#### WORK INSTRUCTION:
Reproduce only what lies between the first line of the material below and the line containing "--surface:#fff; --page:#f2f2f3; --text:#2b2b33;", with both of those lines included and every line kept exact.

#### INPUT:
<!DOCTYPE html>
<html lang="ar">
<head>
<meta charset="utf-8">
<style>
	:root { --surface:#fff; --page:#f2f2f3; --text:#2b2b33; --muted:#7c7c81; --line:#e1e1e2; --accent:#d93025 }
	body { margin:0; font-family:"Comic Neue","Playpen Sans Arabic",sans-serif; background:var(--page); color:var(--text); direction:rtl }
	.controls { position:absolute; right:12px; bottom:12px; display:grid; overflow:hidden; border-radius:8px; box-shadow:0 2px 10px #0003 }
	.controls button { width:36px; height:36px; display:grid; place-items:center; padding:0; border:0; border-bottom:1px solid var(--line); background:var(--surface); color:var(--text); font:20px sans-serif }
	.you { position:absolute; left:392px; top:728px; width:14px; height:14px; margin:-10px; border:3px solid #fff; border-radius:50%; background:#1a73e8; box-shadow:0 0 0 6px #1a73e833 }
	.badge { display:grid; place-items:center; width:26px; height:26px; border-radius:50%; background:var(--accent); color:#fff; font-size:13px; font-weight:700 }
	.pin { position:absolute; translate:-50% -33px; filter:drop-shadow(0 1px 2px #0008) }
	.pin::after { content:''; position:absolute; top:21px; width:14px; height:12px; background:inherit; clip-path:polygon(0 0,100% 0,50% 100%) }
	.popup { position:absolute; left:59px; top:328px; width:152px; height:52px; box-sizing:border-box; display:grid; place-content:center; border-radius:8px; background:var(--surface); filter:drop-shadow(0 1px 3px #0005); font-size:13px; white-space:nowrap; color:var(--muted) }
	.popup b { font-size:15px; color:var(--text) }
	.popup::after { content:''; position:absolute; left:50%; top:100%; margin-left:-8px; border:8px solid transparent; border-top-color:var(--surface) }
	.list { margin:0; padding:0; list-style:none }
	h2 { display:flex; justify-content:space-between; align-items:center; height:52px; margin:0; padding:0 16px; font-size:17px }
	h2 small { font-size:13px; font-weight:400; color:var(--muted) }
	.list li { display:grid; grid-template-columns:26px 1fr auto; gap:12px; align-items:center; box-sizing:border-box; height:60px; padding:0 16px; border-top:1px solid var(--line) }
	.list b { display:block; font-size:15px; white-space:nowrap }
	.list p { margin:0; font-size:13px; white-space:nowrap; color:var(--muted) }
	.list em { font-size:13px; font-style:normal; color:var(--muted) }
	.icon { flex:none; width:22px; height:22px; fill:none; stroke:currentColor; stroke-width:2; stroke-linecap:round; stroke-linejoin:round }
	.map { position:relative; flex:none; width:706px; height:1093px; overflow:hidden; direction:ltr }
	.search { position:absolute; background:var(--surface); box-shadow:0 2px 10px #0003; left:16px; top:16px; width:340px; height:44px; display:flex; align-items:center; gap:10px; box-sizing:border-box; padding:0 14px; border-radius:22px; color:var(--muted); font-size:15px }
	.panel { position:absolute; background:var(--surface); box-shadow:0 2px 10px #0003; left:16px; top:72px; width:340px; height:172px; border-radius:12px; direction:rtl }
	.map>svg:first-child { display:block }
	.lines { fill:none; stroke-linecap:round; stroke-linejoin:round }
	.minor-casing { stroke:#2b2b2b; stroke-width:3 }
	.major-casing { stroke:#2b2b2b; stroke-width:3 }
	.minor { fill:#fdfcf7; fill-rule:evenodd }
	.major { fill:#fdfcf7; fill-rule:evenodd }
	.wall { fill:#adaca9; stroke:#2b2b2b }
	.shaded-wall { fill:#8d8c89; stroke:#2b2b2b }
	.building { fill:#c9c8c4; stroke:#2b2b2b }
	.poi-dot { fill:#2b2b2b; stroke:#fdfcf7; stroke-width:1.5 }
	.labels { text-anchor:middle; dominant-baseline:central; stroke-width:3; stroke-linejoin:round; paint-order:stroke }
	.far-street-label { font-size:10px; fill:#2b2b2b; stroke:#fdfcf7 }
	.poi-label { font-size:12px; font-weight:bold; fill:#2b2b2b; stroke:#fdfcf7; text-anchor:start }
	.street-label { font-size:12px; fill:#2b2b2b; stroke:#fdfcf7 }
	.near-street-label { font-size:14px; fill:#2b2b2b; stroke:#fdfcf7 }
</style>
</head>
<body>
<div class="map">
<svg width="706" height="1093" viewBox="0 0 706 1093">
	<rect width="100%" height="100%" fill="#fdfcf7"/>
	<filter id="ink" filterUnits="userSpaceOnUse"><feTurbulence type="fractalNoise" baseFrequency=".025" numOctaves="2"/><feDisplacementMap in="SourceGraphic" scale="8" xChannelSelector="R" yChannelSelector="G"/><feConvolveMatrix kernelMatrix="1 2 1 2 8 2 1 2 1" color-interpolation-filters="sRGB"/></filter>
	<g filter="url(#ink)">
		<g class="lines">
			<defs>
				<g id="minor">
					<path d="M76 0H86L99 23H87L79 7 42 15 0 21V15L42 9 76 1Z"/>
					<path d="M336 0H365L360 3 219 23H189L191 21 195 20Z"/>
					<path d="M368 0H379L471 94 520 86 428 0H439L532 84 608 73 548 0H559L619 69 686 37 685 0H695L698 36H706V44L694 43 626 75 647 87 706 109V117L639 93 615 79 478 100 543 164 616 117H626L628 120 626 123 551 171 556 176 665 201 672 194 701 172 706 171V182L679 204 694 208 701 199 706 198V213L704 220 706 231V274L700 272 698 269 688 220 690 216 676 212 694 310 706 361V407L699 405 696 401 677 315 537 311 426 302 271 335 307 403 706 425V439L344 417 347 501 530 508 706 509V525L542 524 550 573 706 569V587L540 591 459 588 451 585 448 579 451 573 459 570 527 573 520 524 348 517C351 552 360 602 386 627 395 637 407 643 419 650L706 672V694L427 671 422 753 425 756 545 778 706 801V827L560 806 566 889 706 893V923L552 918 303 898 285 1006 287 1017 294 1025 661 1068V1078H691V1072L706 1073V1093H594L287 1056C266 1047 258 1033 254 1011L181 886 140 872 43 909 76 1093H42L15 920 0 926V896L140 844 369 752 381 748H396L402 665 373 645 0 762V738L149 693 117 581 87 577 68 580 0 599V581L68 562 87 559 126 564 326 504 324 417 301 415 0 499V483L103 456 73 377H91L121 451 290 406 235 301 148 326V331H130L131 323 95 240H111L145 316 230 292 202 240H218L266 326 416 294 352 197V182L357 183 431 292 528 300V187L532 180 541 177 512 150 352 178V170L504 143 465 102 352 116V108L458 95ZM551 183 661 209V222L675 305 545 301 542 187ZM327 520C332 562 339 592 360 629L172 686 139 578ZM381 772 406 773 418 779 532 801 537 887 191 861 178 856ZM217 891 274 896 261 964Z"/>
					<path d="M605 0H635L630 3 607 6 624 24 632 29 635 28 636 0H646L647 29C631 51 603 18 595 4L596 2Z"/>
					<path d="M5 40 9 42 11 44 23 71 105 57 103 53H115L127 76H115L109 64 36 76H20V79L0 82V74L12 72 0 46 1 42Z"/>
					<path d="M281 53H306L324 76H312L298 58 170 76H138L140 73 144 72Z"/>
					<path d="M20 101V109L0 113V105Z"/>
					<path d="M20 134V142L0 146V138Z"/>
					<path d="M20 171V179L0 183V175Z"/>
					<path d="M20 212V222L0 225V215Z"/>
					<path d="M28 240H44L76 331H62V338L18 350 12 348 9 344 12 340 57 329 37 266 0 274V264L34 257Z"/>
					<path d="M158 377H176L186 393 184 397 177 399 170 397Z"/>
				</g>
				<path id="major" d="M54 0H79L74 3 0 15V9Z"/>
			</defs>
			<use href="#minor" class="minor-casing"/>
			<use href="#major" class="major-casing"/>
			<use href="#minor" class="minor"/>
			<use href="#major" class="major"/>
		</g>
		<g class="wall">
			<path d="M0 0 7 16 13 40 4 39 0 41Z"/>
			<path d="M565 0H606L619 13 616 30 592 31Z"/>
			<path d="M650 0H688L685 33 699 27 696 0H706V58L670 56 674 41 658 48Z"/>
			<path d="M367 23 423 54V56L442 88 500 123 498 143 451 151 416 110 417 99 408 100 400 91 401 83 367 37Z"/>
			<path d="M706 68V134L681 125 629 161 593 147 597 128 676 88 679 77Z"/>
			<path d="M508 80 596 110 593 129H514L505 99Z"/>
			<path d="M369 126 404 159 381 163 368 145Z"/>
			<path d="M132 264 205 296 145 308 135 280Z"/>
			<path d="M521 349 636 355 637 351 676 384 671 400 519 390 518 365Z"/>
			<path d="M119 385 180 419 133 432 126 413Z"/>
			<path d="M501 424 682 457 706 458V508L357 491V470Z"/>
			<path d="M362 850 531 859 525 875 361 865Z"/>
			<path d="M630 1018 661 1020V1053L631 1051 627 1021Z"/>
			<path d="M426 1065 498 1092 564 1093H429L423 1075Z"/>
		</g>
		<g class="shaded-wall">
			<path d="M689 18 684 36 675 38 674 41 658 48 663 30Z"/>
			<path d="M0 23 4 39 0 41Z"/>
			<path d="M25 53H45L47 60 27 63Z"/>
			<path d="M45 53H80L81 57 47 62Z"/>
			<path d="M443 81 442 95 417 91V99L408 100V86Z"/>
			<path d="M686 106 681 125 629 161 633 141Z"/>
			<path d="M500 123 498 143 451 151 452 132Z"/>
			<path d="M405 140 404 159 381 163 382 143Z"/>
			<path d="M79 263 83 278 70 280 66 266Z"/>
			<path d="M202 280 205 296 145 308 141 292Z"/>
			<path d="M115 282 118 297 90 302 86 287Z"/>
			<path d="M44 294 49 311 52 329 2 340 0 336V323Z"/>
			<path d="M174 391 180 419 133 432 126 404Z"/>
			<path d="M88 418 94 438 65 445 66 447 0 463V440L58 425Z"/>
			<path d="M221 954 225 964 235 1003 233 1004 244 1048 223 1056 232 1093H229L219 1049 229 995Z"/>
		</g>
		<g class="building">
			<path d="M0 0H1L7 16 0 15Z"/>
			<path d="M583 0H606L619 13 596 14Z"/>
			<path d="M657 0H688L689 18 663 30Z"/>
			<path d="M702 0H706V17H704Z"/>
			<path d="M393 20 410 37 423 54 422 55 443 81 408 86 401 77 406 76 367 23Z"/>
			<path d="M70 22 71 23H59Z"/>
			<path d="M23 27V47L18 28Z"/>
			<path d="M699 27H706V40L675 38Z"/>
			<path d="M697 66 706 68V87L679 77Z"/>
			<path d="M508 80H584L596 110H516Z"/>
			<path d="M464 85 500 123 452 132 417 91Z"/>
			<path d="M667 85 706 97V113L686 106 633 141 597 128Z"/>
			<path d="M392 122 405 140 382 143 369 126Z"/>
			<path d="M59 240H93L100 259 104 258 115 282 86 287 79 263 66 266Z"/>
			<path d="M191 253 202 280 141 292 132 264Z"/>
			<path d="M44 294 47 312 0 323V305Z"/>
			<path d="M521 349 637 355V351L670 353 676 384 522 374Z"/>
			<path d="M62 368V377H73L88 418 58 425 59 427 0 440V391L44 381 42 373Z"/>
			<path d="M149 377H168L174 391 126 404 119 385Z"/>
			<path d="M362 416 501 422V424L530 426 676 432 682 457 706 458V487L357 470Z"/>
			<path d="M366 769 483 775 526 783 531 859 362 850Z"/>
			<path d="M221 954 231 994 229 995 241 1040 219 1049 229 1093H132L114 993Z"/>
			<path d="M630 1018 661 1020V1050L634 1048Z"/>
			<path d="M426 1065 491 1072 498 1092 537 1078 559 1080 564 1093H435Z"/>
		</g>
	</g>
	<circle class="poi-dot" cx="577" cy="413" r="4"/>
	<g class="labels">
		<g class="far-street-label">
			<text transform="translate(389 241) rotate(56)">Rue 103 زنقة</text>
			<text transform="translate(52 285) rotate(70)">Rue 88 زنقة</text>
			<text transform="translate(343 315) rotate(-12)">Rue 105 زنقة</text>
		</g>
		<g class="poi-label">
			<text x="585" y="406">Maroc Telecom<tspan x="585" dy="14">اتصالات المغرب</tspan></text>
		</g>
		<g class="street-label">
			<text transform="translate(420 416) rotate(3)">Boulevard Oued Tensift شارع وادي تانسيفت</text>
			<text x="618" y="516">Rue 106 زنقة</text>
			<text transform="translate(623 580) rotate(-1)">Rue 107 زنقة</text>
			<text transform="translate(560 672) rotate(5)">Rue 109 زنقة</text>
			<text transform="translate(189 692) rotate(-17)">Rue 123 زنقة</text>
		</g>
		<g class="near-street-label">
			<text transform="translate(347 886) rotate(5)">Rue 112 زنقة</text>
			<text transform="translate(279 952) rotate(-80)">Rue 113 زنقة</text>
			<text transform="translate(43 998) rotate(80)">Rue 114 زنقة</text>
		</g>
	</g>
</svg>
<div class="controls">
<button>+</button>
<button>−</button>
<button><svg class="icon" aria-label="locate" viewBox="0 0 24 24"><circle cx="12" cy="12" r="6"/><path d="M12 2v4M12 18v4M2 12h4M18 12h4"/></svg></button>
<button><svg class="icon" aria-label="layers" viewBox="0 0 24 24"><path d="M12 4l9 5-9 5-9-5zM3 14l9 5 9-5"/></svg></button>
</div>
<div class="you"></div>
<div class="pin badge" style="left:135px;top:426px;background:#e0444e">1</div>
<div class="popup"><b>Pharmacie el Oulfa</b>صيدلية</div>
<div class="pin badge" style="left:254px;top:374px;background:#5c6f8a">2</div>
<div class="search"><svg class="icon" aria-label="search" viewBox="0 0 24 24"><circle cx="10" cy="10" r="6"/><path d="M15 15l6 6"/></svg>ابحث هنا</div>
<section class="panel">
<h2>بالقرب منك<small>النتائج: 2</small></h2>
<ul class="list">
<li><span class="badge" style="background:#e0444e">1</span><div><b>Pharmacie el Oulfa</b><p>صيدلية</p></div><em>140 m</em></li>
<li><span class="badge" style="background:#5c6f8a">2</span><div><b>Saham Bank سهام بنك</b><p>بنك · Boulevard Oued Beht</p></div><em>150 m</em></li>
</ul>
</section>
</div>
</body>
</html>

#### RESPONSE:
<!DOCTYPE html>
<html lang="ar">
<head>
<meta charset="utf-8">
<style>
	:root { --surface:#fff; --page:#f2f2f3; --text:#2b2b33; --muted:#7c7c81; --line:#e1e1e2; --accent:#d93025 }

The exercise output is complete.